Your statement that both the linear and quadratic terms are significant when both are entered needs some clarification. For example, SAS may report a Type I and/or a Type III test for that example. Type I tests the linear before putting in the quadratic. Type III tests the linear with the quadratic in the model.

• This is a reasonable point, but just b/c the data were centered prior to creating $x^2$ doesn't mean you can be "absolutely certain that the extremum is at $x=0$". Saying that now is equivalent to having said "the extremum is at $x=\bar{x}$" before. In either case you are betting the unbiasedness of your model on your ability to specify the x-value of the extremum w/ infinite precision. The difference b/t Type I & Type III tests is also a potentially interesting addition, but nb, they would only differ if $x$ & $x^2$ are correlated, ie, if centering had not occurred. May 22, 2012 at 21:22
• On a different note, you can refer to a user's contributions by stating their username, possible with the 'at' symbol. Eg, in this case, '@whuber's answer is right on target...' (A sentiment with which I agree.) May 22, 2012 at 21:24
• Thank you, Emil, for contributing those reminders: they are both worth bearing in mind.
– whuber
May 22, 2012 at 23:05

Brambor, Clark and Golder (2006) (which comes with an internet appendix) have a very clear take on how to understand interaction models and how to avoid the common pitfalls, including why you should (almost) always include the lower-order terms ("constitutive terms") in interaction models.

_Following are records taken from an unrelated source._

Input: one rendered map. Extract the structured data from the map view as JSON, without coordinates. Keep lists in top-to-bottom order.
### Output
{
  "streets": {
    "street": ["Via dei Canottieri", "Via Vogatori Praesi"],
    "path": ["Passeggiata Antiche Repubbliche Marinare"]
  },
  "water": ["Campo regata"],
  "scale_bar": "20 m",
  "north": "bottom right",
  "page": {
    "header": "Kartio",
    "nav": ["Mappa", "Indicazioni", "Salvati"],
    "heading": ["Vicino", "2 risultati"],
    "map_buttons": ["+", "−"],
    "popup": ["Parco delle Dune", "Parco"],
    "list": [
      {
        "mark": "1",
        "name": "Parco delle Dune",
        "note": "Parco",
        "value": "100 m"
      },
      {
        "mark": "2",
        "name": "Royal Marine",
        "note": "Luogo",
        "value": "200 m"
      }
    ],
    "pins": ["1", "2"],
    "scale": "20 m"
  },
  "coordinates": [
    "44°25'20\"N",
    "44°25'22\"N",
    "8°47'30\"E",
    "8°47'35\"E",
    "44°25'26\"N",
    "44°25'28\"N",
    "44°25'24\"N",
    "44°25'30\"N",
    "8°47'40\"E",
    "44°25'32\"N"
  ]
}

Analysts should include all constitutive terms when specifying multiplicative interaction models except in very rare circumstances. By constitutive terms, we mean each of the elements that constitute the interaction term. [..]

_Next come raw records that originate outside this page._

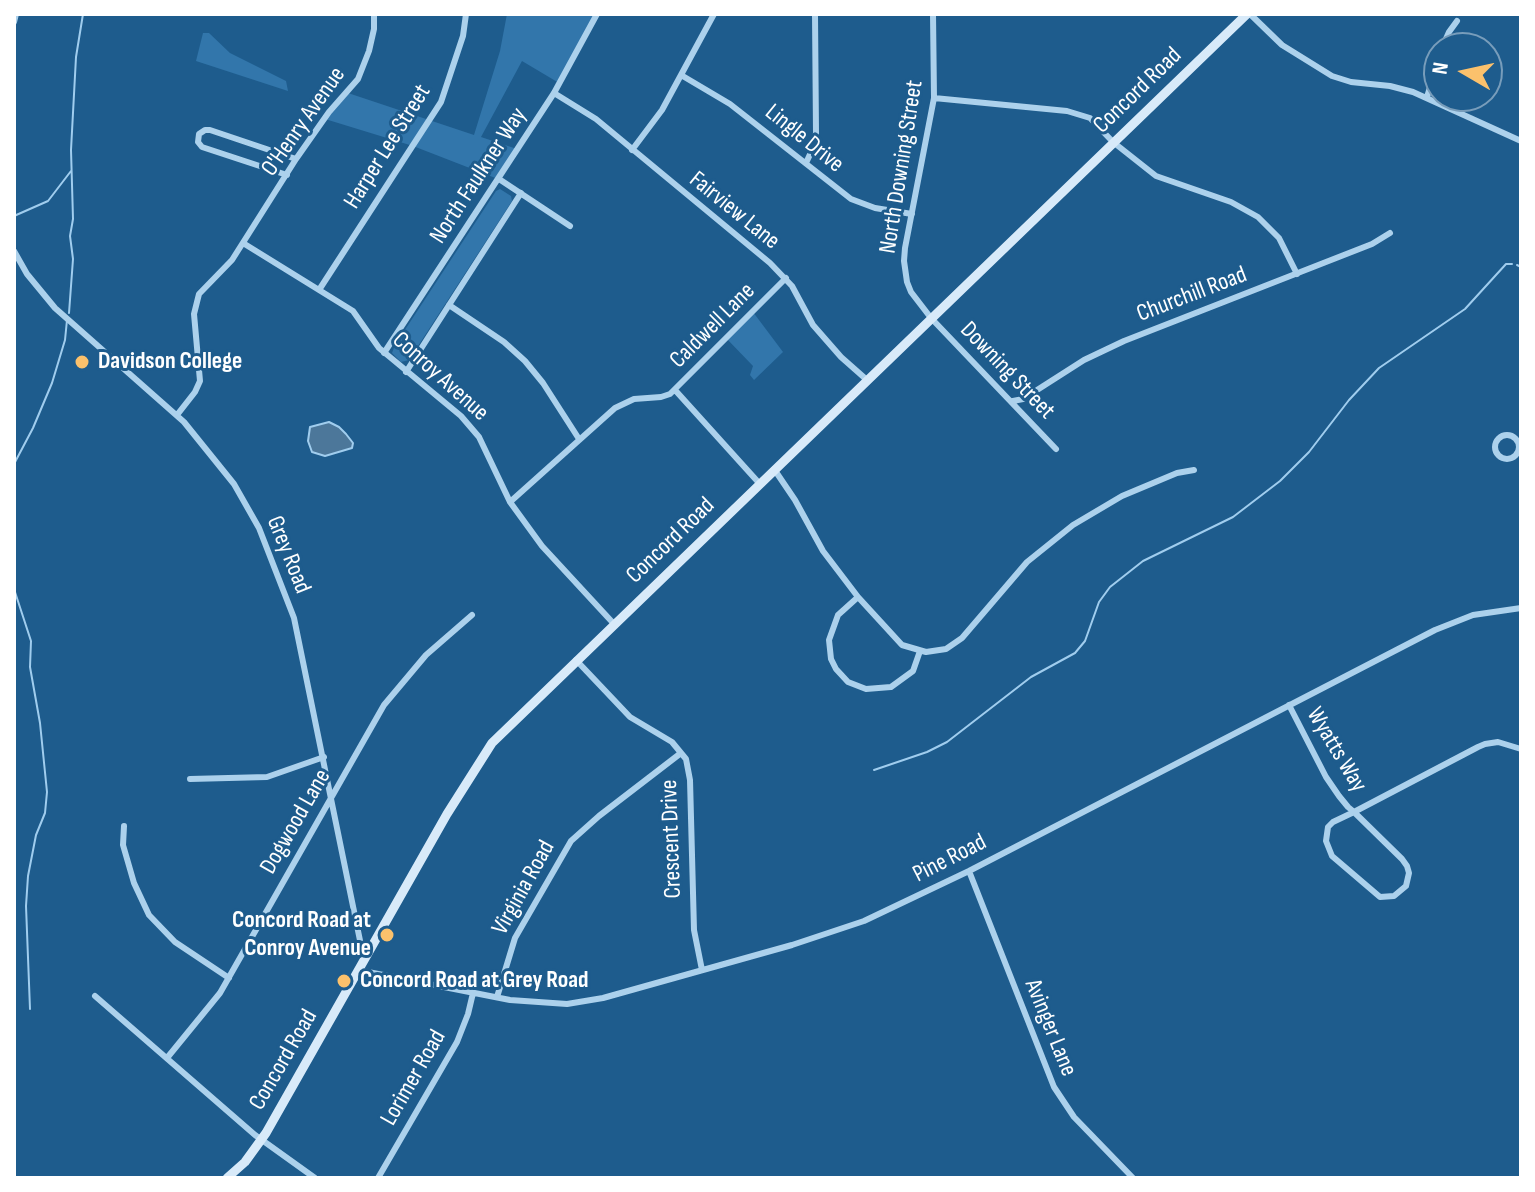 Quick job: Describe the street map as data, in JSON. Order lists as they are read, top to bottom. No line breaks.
{"streets":{"main road":["Concord Road"],"street":["O'Henry Avenue","Lingle Drive","Harper Lee Street","North Downing Street","North Faulkner Way","Fairview Lane","Churchill Road","Caldwell Lane","Downing Street","Conroy Avenue","Grey Road","Wyatts Way","Dogwood Lane","Crescent Drive","Pine Road","Virginia Road","Avinger Lane","Lorimer Road"]},"crossings":[["Concord Road","North Downing Street"],["Concord Road","Fairview Lane"],["Concord Road","Downing Street"],["Concord Road","Conroy Avenue"],["Concord Road","Grey Road"],["Concord Road","Crescent Drive"],["Concord Road","Pine Road"],["O'Henry Avenue","Conroy Avenue"],["O'Henry Avenue","Grey Road"],["Lingle Drive","North Downing Street"],["Harper Lee Street","Conroy Avenue"],["North Downing Street","Downing Street"],["North Faulkner Way","Fairview Lane"],["North Faulkner Way","Conroy Avenue"],["Fairview Lane","Caldwell Lane"],["Churchill Road","Downing Street"],["Caldwell Lane","Conroy Avenue"],["Grey Road","Dogwood Lane"],["Grey Road","Pine Road"],["Wyatts Way","Pine Road"],["Crescent Drive","Pine Road"],["Crescent Drive","Virginia Road"],["Pine Road","Virginia Road"],["Pine Road","Avinger Lane"],["Pine Road","Lorimer Road"]],"places":["Davidson College","Concord Road at Conroy Avenue","Concord Road at Grey Road"],"north":"left"} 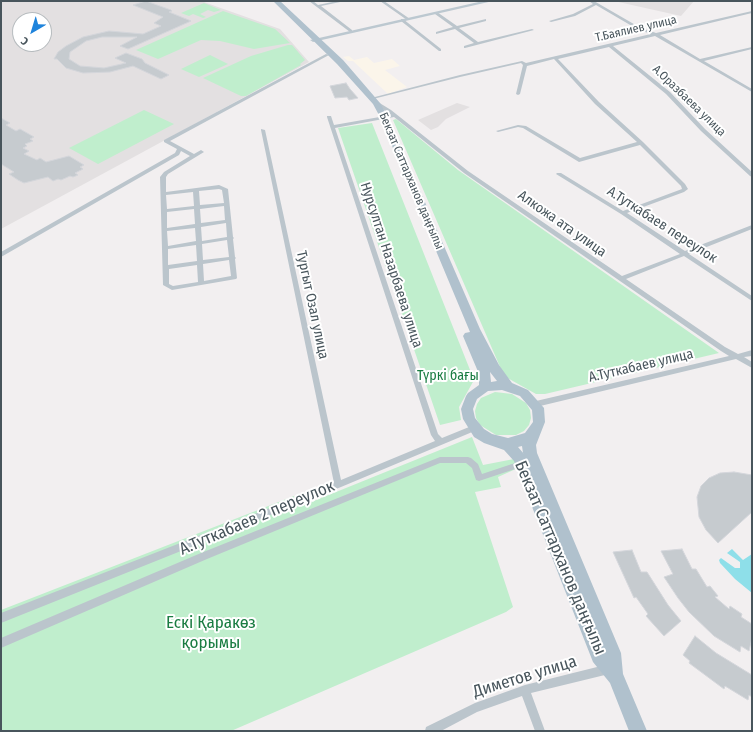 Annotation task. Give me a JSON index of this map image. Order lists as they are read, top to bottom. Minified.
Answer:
{"streets":{"main road":["Бекзат Саттарханов даңғылы"],"street":["Т.Баялиев улица","А.Оразбаева улица","Алкожа ата улица","А.Туткабаев переулок","Нурсултан Назарбаева улица","Тургыт Озал улица","А.Туткабаев улица","А.Туткабаев 2 переулок","Диметов улица"]},"crossings":[["Т.Баялиев улица","А.Оразбаева улица"],["Т.Баялиев улица","Бекзат Саттарханов даңғылы"],["Бекзат Саттарханов даңғылы","Алкожа ата улица"],["Бекзат Саттарханов даңғылы","А.Туткабаев улица"],["Бекзат Саттарханов даңғылы","А.Туткабаев 2 переулок"],["Бекзат Саттарханов даңғылы","Диметов улица"],["Алкожа ата улица","А.Туткабаев улица"]],"parks":["Түркі бағы","Ескі Қаракөз қорымы"],"north":"bottom left"} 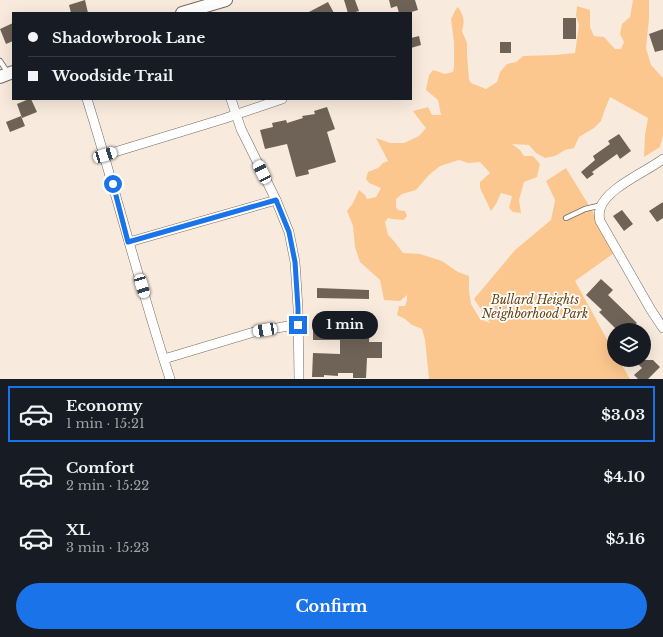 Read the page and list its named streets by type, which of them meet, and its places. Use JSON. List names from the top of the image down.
{
  "parks": ["Bullard Heights Neighborhood Park"],
  "page": {
    "banner": ["Shadowbrook Lane", "Woodside Trail"],
    "bubble": "1 min",
    "list": [
      {
        "name": "Economy",
        "note": "1 min · 15:21",
        "value": "$3.03"
      },
      {
        "name": "Comfort",
        "note": "2 min · 15:22",
        "value": "$4.10"
      },
      {
        "name": "XL",
        "note": "3 min · 15:23",
        "value": "$5.16"
      }
    ],
    "buttons": "Confirm"
  }
}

The reader should note, though, that multiplicative interaction models can take a variety of forms and may involve quadratic terms such as $$X^2$$ or higher-order interaction terms such as $$XZJ$$. No matter what form the interaction term takes, all constitutive terms should be included. Thus, $$X$$ should be included when the interaction term is $$X^2$$ and $$X$$, $$Z$$, $$J$$, $$XZ$$, $$XJ$$, and $$ZJ$$ should be included when the interaction term is $$XZJ$$.

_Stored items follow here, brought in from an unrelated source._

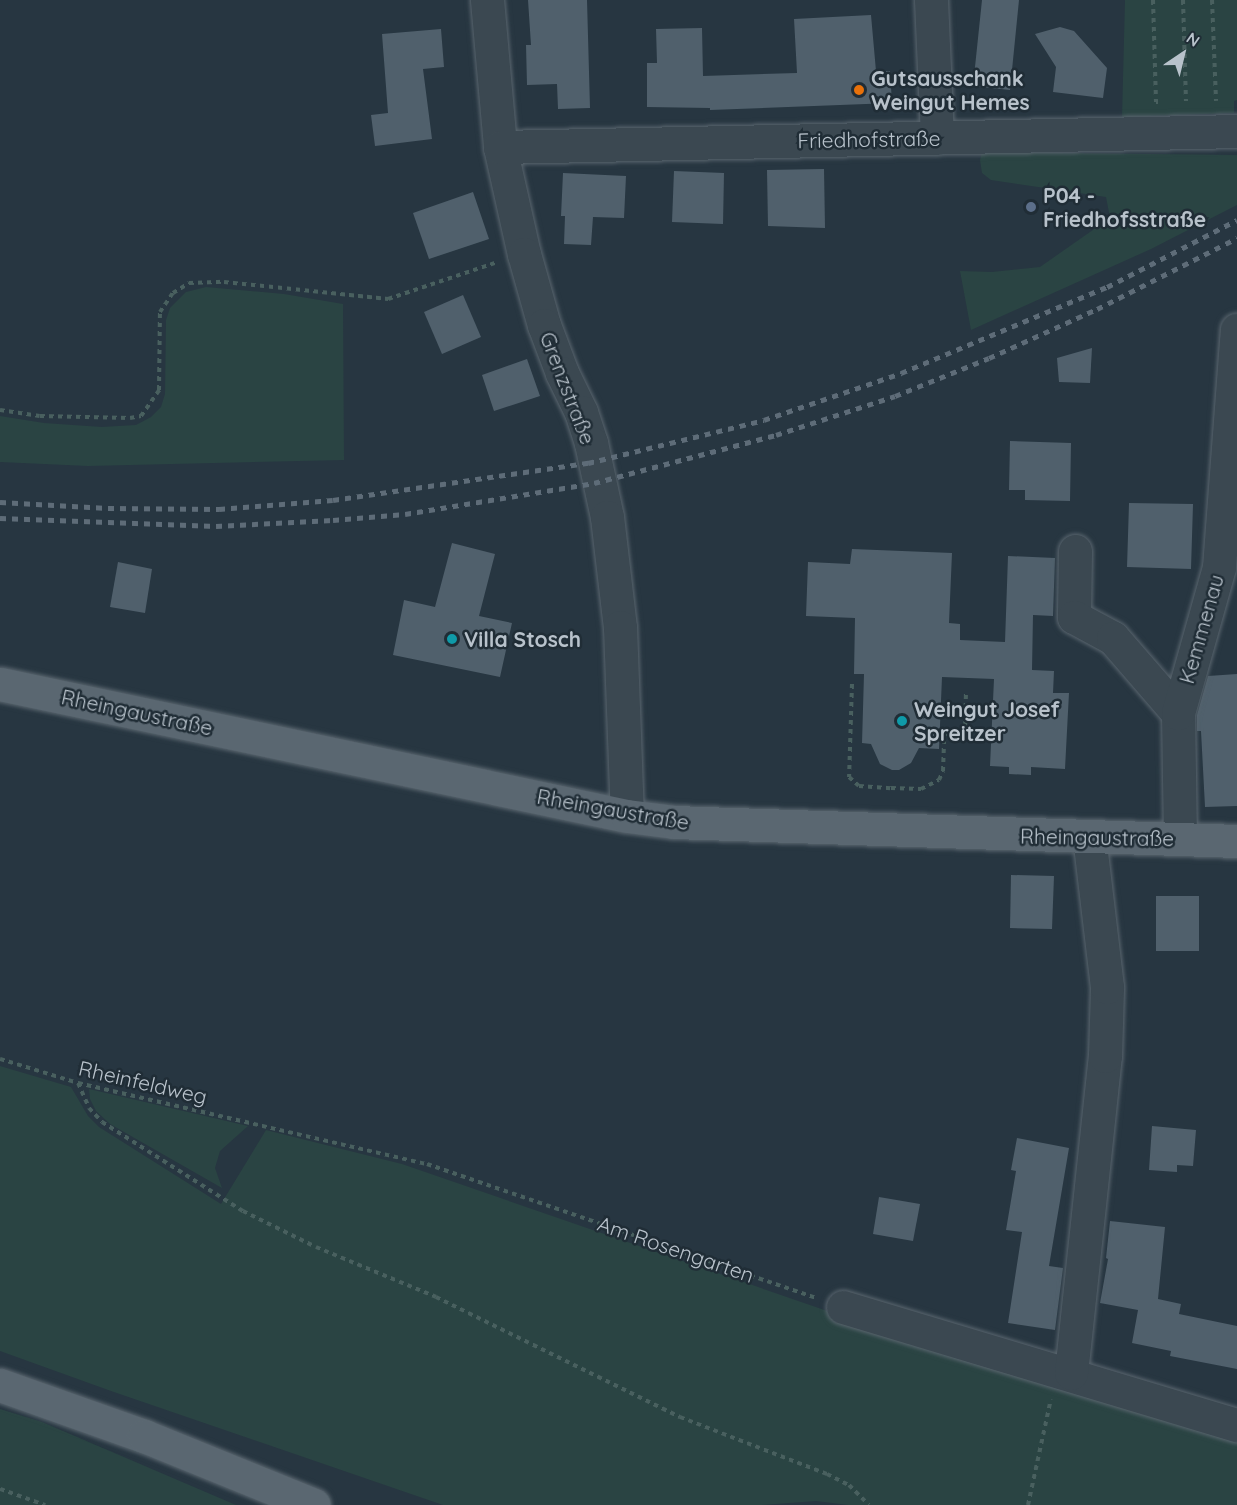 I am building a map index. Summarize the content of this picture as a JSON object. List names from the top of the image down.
{
  "streets": {
    "main road": ["Rheingaustraße"],
    "street": ["Friedhofstraße", "Grenzstraße", "Kemmenau"],
    "path": ["Rheinfeldweg", "Am Rosengarten"]
  },
  "crossings": [
    ["Friedhofstraße", "Grenzstraße"],
    ["Grenzstraße", "Rheingaustraße"],
    ["Kemmenau", "Rheingaustraße"],
    ["Rheinfeldweg", "Am Rosengarten"]
  ],
  "places": [
    "Gutsausschank Weingut Hemes",
    "P04 - Friedhofsstraße",
    "Villa Stosch",
    "Weingut Josef Spreitzer"
  ],
  "north": "top right"
}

Failure to do so may result in an underspecified model that would lead to biased estimates. This may lead to inferential errors.

If this is the case and $$Z$$ is correlated with either $$XZ$$ (or $$X$$) as will occur in virtually any social science circumstance, then omitting the constitutive term $$Z$$ will result in biased (and inconsistent) estimates of $$\beta_0$$, $$\beta_1$$, and $$\beta_3$$. Although not always recognized as such, this is a straightforward case of omitted variable bias (Greene 2003, pp. 148–149).